+++ Input for this task
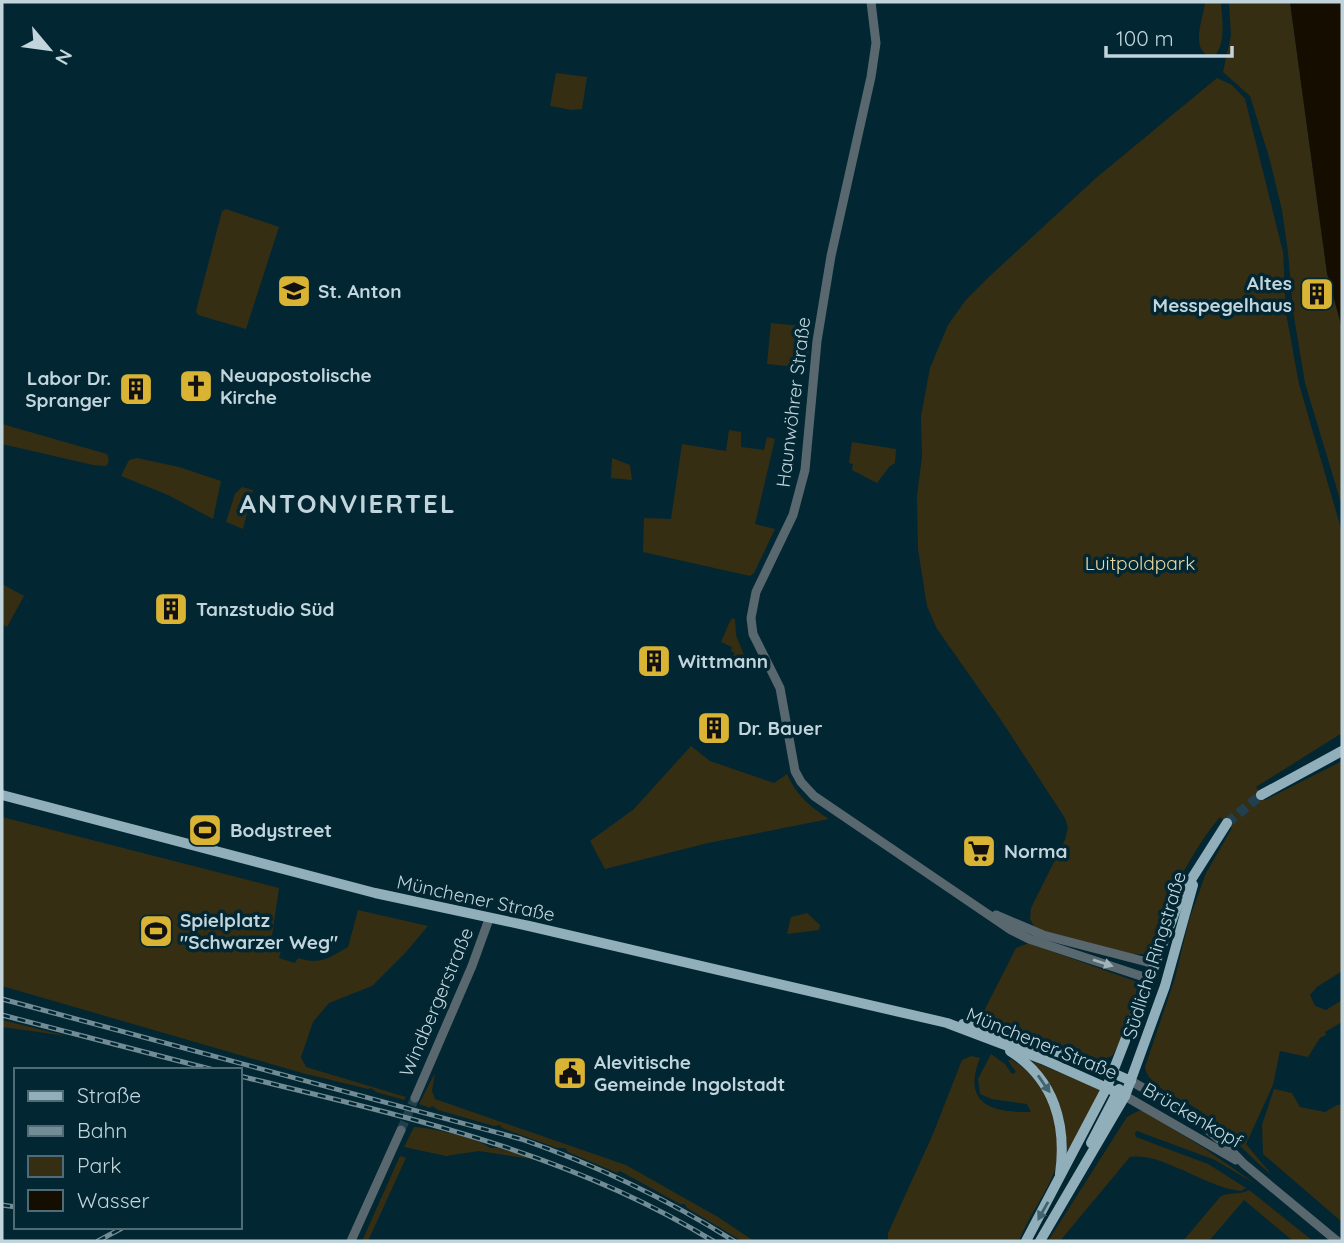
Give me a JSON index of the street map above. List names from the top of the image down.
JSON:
{
  "streets": {
    "main road": ["Münchener Straße", "Südliche Ringstraße"],
    "street": ["Haunwöhrer Straße", "Windbergerstraße", "Brückenkopf"]
  },
  "crossings": [
    ["Haunwöhrer Straße", "Südliche Ringstraße"],
    ["Münchener Straße", "Südliche Ringstraße"],
    ["Münchener Straße", "Windbergerstraße"],
    ["Münchener Straße", "Brückenkopf"],
    ["Südliche Ringstraße", "Brückenkopf"]
  ],
  "districts": ["ANTONVIERTEL"],
  "parks": ["Luitpoldpark"],
  "places": {
    "school or university": ["St. Anton"],
    "building": [
      "Altes Messpegelhaus",
      "Labor Dr. Spranger",
      "Tanzstudio Süd",
      "Wittmann",
      "Dr. Bauer"
    ],
    "church": ["Neuapostolische Kirche"],
    "sports": ["Bodystreet", "Spielplatz \"Schwarzer Weg\""],
    "supermarket": ["Norma"],
    "public building": ["Alevitische Gemeinde Ingolstadt"]
  },
  "legend": [
    "Straße",
    "Bahn",
    "Park",
    "Wasser"
  ],
  "scale_bar": "100 m",
  "north": "bottom right"
}
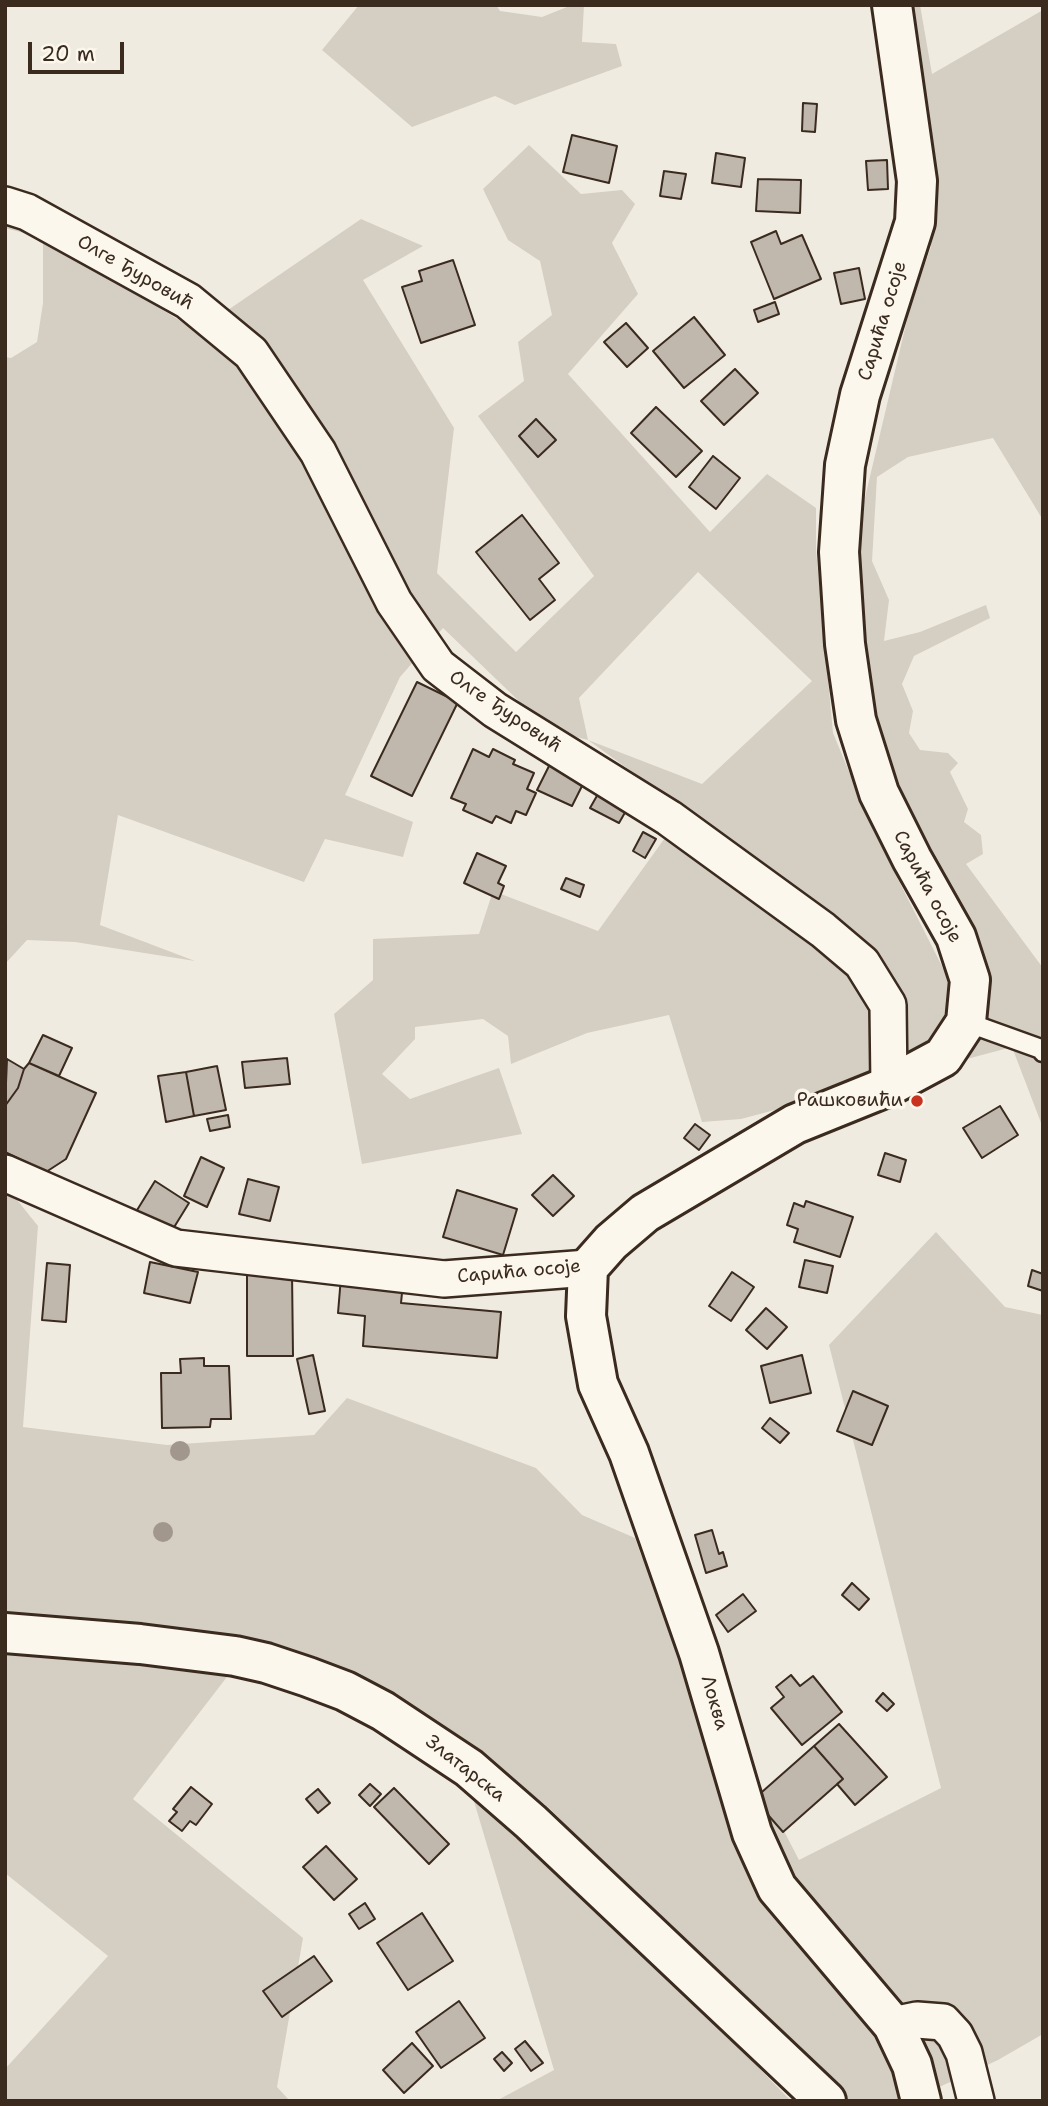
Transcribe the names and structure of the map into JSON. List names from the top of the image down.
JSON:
{
  "streets": {
    "street": [
      "Олге Ђуровић",
      "Сарића осоје",
      "Локва",
      "Златарска"
    ]
  },
  "crossings": [
    ["Олге Ђуровић", "Сарића осоје"],
    ["Сарића осоје", "Локва"]
  ],
  "places": ["Рашковићи"],
  "scale_bar": "20 m"
}
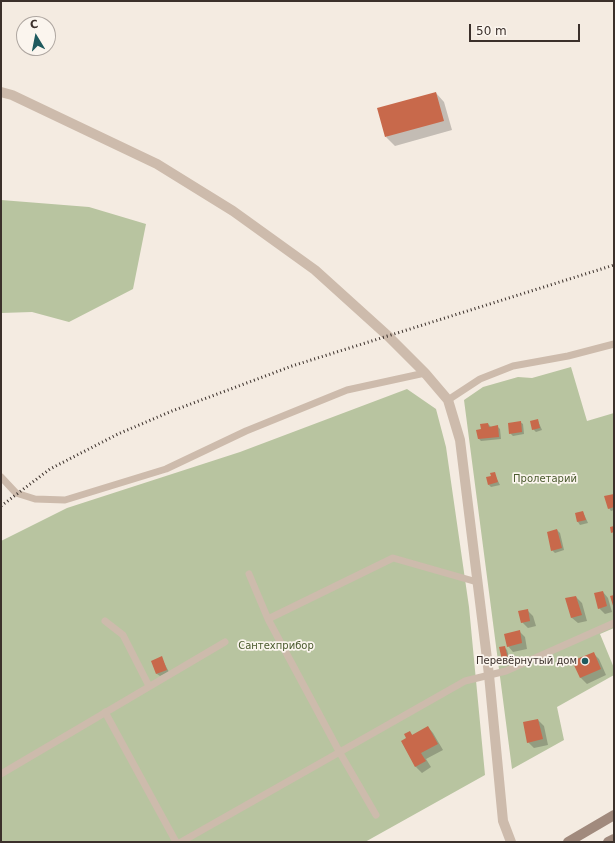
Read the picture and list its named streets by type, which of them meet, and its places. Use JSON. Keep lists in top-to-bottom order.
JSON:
{
  "parks": ["Пролетарий", "Сантехприбор"],
  "places": ["Перевёрнутый дом"],
  "scale_bar": "50 m",
  "north": "top"
}
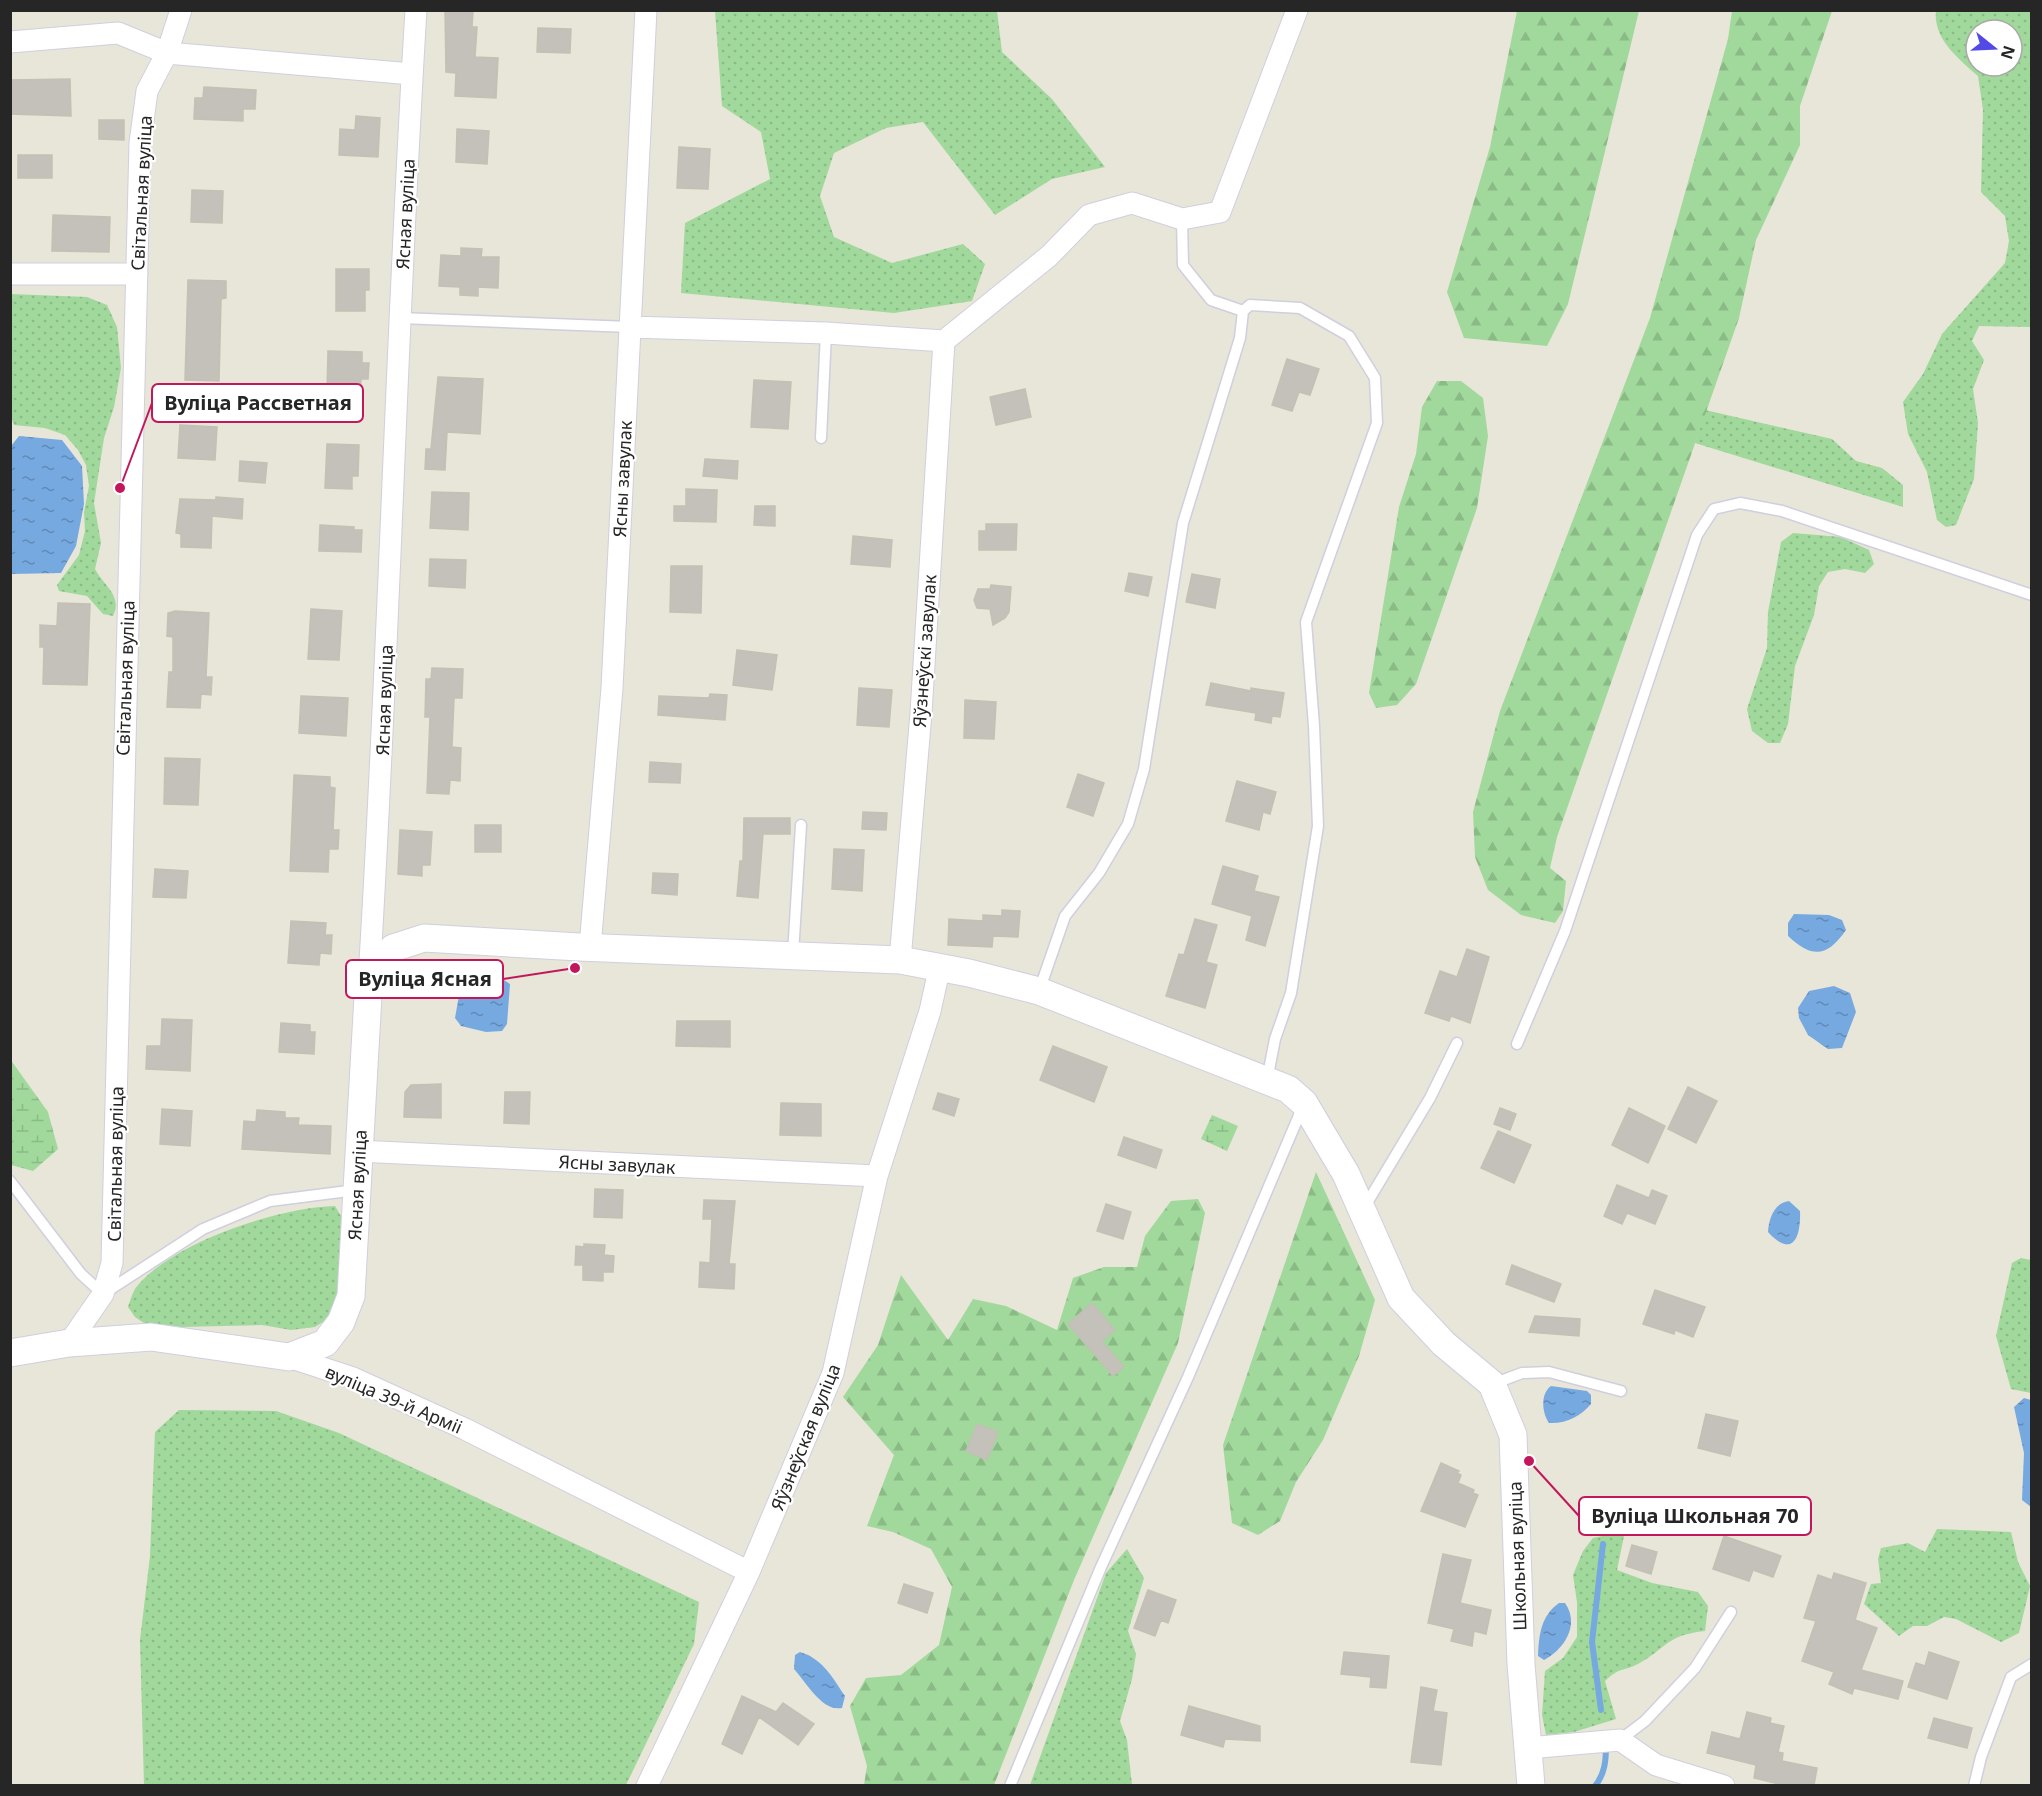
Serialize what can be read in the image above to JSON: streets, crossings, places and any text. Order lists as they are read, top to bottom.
{
  "streets": {
    "street": [
      "Світальная вуліца",
      "Ясная вуліца",
      "Ясны завулак",
      "Яўзнеўскі завулак",
      "вуліца 39-й Арміі",
      "Яўзнеўская вуліца",
      "Школьная вуліца"
    ]
  },
  "crossings": [
    ["Світальная вуліца", "вуліца 39-й Арміі"],
    ["Ясная вуліца", "Ясны завулак"],
    ["Ясная вуліца", "вуліца 39-й Арміі"],
    ["Ясны завулак", "Яўзнеўская вуліца"],
    ["вуліца 39-й Арміі", "Яўзнеўская вуліца"]
  ],
  "places": ["Вуліца Рассветная", "Вуліца Ясная", "Вуліца Школьная 70"],
  "north": "right"
}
++++++
Each entry above is to be written out again unchanged, apart from the pictures, which are left out.

Give me a JSON index of the street map above. List names from the top of the image down.
JSON:
{
  "streets": {
    "main road": ["Münchener Straße", "Südliche Ringstraße"],
    "street": ["Haunwöhrer Straße", "Windbergerstraße", "Brückenkopf"]
  },
  "crossings": [
    ["Haunwöhrer Straße", "Südliche Ringstraße"],
    ["Münchener Straße", "Südliche Ringstraße"],
    ["Münchener Straße", "Windbergerstraße"],
    ["Münchener Straße", "Brückenkopf"],
    ["Südliche Ringstraße", "Brückenkopf"]
  ],
  "districts": ["ANTONVIERTEL"],
  "parks": ["Luitpoldpark"],
  "places": {
    "school or university": ["St. Anton"],
    "building": [
      "Altes Messpegelhaus",
      "Labor Dr. Spranger",
      "Tanzstudio Süd",
      "Wittmann",
      "Dr. Bauer"
    ],
    "church": ["Neuapostolische Kirche"],
    "sports": ["Bodystreet", "Spielplatz \"Schwarzer Weg\""],
    "supermarket": ["Norma"],
    "public building": ["Alevitische Gemeinde Ingolstadt"]
  },
  "legend": [
    "Straße",
    "Bahn",
    "Park",
    "Wasser"
  ],
  "scale_bar": "100 m",
  "north": "bottom right"
}
Transcribe the names and structure of the map into JSON. List names from the top of the image down.
JSON:
{
  "streets": {
    "street": [
      "Олге Ђуровић",
      "Сарића осоје",
      "Локва",
      "Златарска"
    ]
  },
  "crossings": [
    ["Олге Ђуровић", "Сарића осоје"],
    ["Сарића осоје", "Локва"]
  ],
  "places": ["Рашковићи"],
  "scale_bar": "20 m"
}
Read the picture and list its named streets by type, which of them meet, and its places. Use JSON. Keep lists in top-to-bottom order.
JSON:
{
  "parks": ["Пролетарий", "Сантехприбор"],
  "places": ["Перевёрнутый дом"],
  "scale_bar": "50 m",
  "north": "top"
}
Serialize what can be read in the image above to JSON: streets, crossings, places and any text. Order lists as they are read, top to bottom.
{
  "streets": {
    "street": [
      "Світальная вуліца",
      "Ясная вуліца",
      "Ясны завулак",
      "Яўзнеўскі завулак",
      "вуліца 39-й Арміі",
      "Яўзнеўская вуліца",
      "Школьная вуліца"
    ]
  },
  "crossings": [
    ["Світальная вуліца", "вуліца 39-й Арміі"],
    ["Ясная вуліца", "Ясны завулак"],
    ["Ясная вуліца", "вуліца 39-й Арміі"],
    ["Ясны завулак", "Яўзнеўская вуліца"],
    ["вуліца 39-й Арміі", "Яўзнеўская вуліца"]
  ],
  "places": ["Вуліца Рассветная", "Вуліца Ясная", "Вуліца Школьная 70"],
  "north": "right"
}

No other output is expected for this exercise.